Notation for m×n matrices, aka Matrix (Fin m) (Fin n) α.

For instance:

• !![a, b, c; d, e, f] is the matrix with two rows and three columns, of type Matrix (Fin 2) (Fin 3) α
• !![a, b, c] is a row vector of type Matrix (Fin 1) (Fin 3) α (see also Matrix.row).
• !![a; b; c] is a column vector of type Matrix (Fin 3) (Fin 1) α (see also Matrix.col).

This notation implements some special cases:

• ![,,], with n ,s, is a term of type Matrix (Fin 0) (Fin n) α
• ![;;], with m ;s, is a term of type Matrix (Fin m) (Fin 0) α
• ![] is the 0×0 matrix

Note that vector notation is provided elsewhere (by Matrix.vecNotation) as ![a, b, c]. Under the hood, !![a, b, c; d, e, f] is syntax for Matrix.of ![![a, b, c], ![d, e, f]].

Equations

• One or more equations did not get rendered due to their size.

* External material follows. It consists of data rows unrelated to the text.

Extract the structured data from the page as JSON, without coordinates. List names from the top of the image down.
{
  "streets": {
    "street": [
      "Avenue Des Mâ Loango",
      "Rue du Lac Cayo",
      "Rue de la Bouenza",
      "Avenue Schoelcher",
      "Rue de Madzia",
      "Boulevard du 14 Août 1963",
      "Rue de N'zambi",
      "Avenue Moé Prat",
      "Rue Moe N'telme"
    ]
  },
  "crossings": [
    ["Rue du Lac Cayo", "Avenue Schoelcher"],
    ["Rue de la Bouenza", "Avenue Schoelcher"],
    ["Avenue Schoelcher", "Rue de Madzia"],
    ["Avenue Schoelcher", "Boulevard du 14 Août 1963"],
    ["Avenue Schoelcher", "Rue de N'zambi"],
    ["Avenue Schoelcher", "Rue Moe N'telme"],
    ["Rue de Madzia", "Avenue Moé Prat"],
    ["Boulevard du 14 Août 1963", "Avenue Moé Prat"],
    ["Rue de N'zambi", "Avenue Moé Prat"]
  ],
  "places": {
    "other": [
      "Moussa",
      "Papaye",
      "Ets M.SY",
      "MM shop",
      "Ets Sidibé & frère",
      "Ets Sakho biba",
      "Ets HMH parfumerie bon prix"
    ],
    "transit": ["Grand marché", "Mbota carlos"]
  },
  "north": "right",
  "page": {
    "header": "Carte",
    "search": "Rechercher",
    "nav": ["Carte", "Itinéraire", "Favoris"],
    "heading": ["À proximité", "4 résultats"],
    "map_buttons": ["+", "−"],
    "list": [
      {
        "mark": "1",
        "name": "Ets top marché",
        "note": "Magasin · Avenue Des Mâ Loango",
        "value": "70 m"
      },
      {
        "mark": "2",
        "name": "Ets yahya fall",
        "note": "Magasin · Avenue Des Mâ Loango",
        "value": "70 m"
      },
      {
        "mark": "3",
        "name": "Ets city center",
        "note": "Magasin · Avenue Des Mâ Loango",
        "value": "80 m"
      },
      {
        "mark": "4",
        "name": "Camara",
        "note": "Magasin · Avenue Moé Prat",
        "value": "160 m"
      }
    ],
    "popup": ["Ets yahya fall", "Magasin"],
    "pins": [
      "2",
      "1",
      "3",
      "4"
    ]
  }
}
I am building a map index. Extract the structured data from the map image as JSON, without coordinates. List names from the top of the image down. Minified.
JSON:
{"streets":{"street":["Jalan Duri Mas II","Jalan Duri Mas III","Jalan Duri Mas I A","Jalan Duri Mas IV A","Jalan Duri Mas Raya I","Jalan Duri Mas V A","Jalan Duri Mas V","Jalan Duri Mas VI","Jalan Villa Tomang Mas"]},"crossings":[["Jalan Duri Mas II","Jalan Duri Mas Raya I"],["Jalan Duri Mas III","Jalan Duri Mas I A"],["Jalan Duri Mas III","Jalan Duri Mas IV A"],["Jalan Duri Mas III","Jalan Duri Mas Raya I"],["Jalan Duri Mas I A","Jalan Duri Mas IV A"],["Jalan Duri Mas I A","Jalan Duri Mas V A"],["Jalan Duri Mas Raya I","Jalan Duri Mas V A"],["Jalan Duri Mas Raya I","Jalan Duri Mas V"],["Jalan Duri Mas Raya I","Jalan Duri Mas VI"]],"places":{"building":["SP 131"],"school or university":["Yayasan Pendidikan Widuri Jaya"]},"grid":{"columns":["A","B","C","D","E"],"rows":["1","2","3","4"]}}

def Matrix.matrixNotationRx0 : Lean.ParserDescr

Notation for m×n matrices, aka Matrix (Fin m) (Fin n) α.

For instance:

• !![a, b, c; d, e, f] is the matrix with two rows and three columns, of type Matrix (Fin 2) (Fin 3) α
• !![a, b, c] is a row vector of type Matrix (Fin 1) (Fin 3) α (see also Matrix.row).
• !![a; b; c] is a column vector of type Matrix (Fin 3) (Fin 1) α (see also Matrix.col).

This notation implements some special cases:

• ![,,], with n ,s, is a term of type Matrix (Fin 0) (Fin n) α
• ![;;], with m ;s, is a term of type Matrix (Fin m) (Fin 0) α
• ![] is the 0×0 matrix

Note that vector notation is provided elsewhere (by Matrix.vecNotation) as ![a, b, c]. Under the hood, !![a, b, c; d, e, f] is syntax for Matrix.of ![![a, b, c], ![d, e, f]].

Equations

• One or more equations did not get rendered due to their size.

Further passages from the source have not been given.